● **The input**
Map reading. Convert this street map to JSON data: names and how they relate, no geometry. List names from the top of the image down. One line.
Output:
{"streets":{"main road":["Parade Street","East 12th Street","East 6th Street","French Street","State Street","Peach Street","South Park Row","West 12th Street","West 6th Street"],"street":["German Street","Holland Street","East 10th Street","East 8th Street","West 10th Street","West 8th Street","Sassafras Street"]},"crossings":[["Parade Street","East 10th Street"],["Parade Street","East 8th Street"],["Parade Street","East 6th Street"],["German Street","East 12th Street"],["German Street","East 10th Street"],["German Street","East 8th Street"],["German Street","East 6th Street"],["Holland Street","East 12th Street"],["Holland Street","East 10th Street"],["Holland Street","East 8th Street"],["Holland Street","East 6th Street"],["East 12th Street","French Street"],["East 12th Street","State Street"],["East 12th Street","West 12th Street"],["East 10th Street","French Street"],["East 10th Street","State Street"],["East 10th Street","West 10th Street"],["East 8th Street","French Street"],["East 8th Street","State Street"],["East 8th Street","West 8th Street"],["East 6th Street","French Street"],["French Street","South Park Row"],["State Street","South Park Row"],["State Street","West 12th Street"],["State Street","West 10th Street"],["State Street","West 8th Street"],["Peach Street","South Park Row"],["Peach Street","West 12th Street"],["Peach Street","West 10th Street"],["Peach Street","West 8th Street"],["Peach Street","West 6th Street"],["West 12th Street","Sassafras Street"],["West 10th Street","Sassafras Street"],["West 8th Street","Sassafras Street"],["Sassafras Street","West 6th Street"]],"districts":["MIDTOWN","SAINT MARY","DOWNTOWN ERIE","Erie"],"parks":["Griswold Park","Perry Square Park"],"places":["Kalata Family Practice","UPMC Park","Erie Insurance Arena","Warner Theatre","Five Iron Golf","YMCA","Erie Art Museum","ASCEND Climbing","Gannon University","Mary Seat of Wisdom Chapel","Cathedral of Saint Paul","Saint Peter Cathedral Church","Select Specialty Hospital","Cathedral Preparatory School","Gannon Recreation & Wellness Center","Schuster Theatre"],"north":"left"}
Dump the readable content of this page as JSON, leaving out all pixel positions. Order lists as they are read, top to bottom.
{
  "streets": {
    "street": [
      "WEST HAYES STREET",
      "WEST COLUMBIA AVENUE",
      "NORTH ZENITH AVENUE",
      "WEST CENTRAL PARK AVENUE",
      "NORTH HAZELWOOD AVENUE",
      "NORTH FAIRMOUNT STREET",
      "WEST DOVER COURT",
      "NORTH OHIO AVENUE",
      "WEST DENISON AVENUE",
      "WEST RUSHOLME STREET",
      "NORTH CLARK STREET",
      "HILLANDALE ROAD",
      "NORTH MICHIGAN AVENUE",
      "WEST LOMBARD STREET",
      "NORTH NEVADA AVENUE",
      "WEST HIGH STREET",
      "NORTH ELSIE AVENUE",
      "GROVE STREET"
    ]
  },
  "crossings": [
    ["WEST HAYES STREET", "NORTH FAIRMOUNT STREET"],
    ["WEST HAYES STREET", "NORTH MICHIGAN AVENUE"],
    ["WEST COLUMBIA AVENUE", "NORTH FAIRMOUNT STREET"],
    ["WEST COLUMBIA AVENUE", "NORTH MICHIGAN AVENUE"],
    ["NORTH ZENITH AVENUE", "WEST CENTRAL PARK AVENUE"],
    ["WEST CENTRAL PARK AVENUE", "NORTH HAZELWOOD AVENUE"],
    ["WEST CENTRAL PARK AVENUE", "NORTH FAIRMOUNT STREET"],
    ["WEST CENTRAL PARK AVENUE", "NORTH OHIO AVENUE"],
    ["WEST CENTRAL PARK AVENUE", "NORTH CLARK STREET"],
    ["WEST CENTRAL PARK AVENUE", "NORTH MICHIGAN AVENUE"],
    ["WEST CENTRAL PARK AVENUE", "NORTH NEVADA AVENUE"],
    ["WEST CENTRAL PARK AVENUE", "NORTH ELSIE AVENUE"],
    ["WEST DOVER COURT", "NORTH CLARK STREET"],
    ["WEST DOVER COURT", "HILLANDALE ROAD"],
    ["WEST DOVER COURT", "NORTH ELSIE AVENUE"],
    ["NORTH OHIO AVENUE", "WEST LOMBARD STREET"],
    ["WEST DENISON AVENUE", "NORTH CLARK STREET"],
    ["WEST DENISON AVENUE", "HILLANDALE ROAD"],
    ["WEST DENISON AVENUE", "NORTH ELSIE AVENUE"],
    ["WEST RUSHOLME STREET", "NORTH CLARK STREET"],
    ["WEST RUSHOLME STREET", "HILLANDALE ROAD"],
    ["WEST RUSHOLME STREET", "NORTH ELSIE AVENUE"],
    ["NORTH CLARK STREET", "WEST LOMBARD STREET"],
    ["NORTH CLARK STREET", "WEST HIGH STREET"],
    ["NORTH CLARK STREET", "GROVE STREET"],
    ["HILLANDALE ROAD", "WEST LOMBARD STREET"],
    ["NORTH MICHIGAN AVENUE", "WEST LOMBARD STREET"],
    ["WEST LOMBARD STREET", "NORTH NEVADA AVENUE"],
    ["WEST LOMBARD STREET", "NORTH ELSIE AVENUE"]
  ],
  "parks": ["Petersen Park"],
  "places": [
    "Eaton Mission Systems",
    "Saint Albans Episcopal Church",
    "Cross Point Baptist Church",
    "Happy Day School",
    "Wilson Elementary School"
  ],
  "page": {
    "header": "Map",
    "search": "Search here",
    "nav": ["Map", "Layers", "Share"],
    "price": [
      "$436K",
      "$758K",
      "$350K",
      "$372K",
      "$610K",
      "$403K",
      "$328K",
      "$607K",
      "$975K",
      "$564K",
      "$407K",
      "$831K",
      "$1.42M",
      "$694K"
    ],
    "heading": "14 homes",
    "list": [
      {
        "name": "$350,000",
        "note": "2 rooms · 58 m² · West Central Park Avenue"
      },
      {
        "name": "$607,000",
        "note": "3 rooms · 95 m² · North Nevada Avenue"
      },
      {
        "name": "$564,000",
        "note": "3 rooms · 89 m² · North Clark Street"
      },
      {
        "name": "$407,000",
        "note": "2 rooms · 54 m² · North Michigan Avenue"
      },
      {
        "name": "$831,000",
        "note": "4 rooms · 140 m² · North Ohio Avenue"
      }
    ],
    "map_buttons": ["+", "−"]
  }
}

● **Assigned task**
Restate the material word for word.

● **Answer box**
Map reading. Convert this street map to JSON data: names and how they relate, no geometry. List names from the top of the image down. One line.
Output:
{"streets":{"main road":["Parade Street","East 12th Street","East 6th Street","French Street","State Street","Peach Street","South Park Row","West 12th Street","West 6th Street"],"street":["German Street","Holland Street","East 10th Street","East 8th Street","West 10th Street","West 8th Street","Sassafras Street"]},"crossings":[["Parade Street","East 10th Street"],["Parade Street","East 8th Street"],["Parade Street","East 6th Street"],["German Street","East 12th Street"],["German Street","East 10th Street"],["German Street","East 8th Street"],["German Street","East 6th Street"],["Holland Street","East 12th Street"],["Holland Street","East 10th Street"],["Holland Street","East 8th Street"],["Holland Street","East 6th Street"],["East 12th Street","French Street"],["East 12th Street","State Street"],["East 12th Street","West 12th Street"],["East 10th Street","French Street"],["East 10th Street","State Street"],["East 10th Street","West 10th Street"],["East 8th Street","French Street"],["East 8th Street","State Street"],["East 8th Street","West 8th Street"],["East 6th Street","French Street"],["French Street","South Park Row"],["State Street","South Park Row"],["State Street","West 12th Street"],["State Street","West 10th Street"],["State Street","West 8th Street"],["Peach Street","South Park Row"],["Peach Street","West 12th Street"],["Peach Street","West 10th Street"],["Peach Street","West 8th Street"],["Peach Street","West 6th Street"],["West 12th Street","Sassafras Street"],["West 10th Street","Sassafras Street"],["West 8th Street","Sassafras Street"],["Sassafras Street","West 6th Street"]],"districts":["MIDTOWN","SAINT MARY","DOWNTOWN ERIE","Erie"],"parks":["Griswold Park","Perry Square Park"],"places":["Kalata Family Practice","UPMC Park","Erie Insurance Arena","Warner Theatre","Five Iron Golf","YMCA","Erie Art Museum","ASCEND Climbing","Gannon University","Mary Seat of Wisdom Chapel","Cathedral of Saint Paul","Saint Peter Cathedral Church","Select Specialty Hospital","Cathedral Preparatory School","Gannon Recreation & Wellness Center","Schuster Theatre"],"north":"left"}
Dump the readable content of this page as JSON, leaving out all pixel positions. Order lists as they are read, top to bottom.
{
  "streets": {
    "street": [
      "WEST HAYES STREET",
      "WEST COLUMBIA AVENUE",
      "NORTH ZENITH AVENUE",
      "WEST CENTRAL PARK AVENUE",
      "NORTH HAZELWOOD AVENUE",
      "NORTH FAIRMOUNT STREET",
      "WEST DOVER COURT",
      "NORTH OHIO AVENUE",
      "WEST DENISON AVENUE",
      "WEST RUSHOLME STREET",
      "NORTH CLARK STREET",
      "HILLANDALE ROAD",
      "NORTH MICHIGAN AVENUE",
      "WEST LOMBARD STREET",
      "NORTH NEVADA AVENUE",
      "WEST HIGH STREET",
      "NORTH ELSIE AVENUE",
      "GROVE STREET"
    ]
  },
  "crossings": [
    ["WEST HAYES STREET", "NORTH FAIRMOUNT STREET"],
    ["WEST HAYES STREET", "NORTH MICHIGAN AVENUE"],
    ["WEST COLUMBIA AVENUE", "NORTH FAIRMOUNT STREET"],
    ["WEST COLUMBIA AVENUE", "NORTH MICHIGAN AVENUE"],
    ["NORTH ZENITH AVENUE", "WEST CENTRAL PARK AVENUE"],
    ["WEST CENTRAL PARK AVENUE", "NORTH HAZELWOOD AVENUE"],
    ["WEST CENTRAL PARK AVENUE", "NORTH FAIRMOUNT STREET"],
    ["WEST CENTRAL PARK AVENUE", "NORTH OHIO AVENUE"],
    ["WEST CENTRAL PARK AVENUE", "NORTH CLARK STREET"],
    ["WEST CENTRAL PARK AVENUE", "NORTH MICHIGAN AVENUE"],
    ["WEST CENTRAL PARK AVENUE", "NORTH NEVADA AVENUE"],
    ["WEST CENTRAL PARK AVENUE", "NORTH ELSIE AVENUE"],
    ["WEST DOVER COURT", "NORTH CLARK STREET"],
    ["WEST DOVER COURT", "HILLANDALE ROAD"],
    ["WEST DOVER COURT", "NORTH ELSIE AVENUE"],
    ["NORTH OHIO AVENUE", "WEST LOMBARD STREET"],
    ["WEST DENISON AVENUE", "NORTH CLARK STREET"],
    ["WEST DENISON AVENUE", "HILLANDALE ROAD"],
    ["WEST DENISON AVENUE", "NORTH ELSIE AVENUE"],
    ["WEST RUSHOLME STREET", "NORTH CLARK STREET"],
    ["WEST RUSHOLME STREET", "HILLANDALE ROAD"],
    ["WEST RUSHOLME STREET", "NORTH ELSIE AVENUE"],
    ["NORTH CLARK STREET", "WEST LOMBARD STREET"],
    ["NORTH CLARK STREET", "WEST HIGH STREET"],
    ["NORTH CLARK STREET", "GROVE STREET"],
    ["HILLANDALE ROAD", "WEST LOMBARD STREET"],
    ["NORTH MICHIGAN AVENUE", "WEST LOMBARD STREET"],
    ["WEST LOMBARD STREET", "NORTH NEVADA AVENUE"],
    ["WEST LOMBARD STREET", "NORTH ELSIE AVENUE"]
  ],
  "parks": ["Petersen Park"],
  "places": [
    "Eaton Mission Systems",
    "Saint Albans Episcopal Church",
    "Cross Point Baptist Church",
    "Happy Day School",
    "Wilson Elementary School"
  ],
  "page": {
    "header": "Map",
    "search": "Search here",
    "nav": ["Map", "Layers", "Share"],
    "price": [
      "$436K",
      "$758K",
      "$350K",
      "$372K",
      "$610K",
      "$403K",
      "$328K",
      "$607K",
      "$975K",
      "$564K",
      "$407K",
      "$831K",
      "$1.42M",
      "$694K"
    ],
    "heading": "14 homes",
    "list": [
      {
        "name": "$350,000",
        "note": "2 rooms · 58 m² · West Central Park Avenue"
      },
      {
        "name": "$607,000",
        "note": "3 rooms · 95 m² · North Nevada Avenue"
      },
      {
        "name": "$564,000",
        "note": "3 rooms · 89 m² · North Clark Street"
      },
      {
        "name": "$407,000",
        "note": "2 rooms · 54 m² · North Michigan Avenue"
      },
      {
        "name": "$831,000",
        "note": "4 rooms · 140 m² · North Ohio Avenue"
      }
    ],
    "map_buttons": ["+", "−"]
  }
}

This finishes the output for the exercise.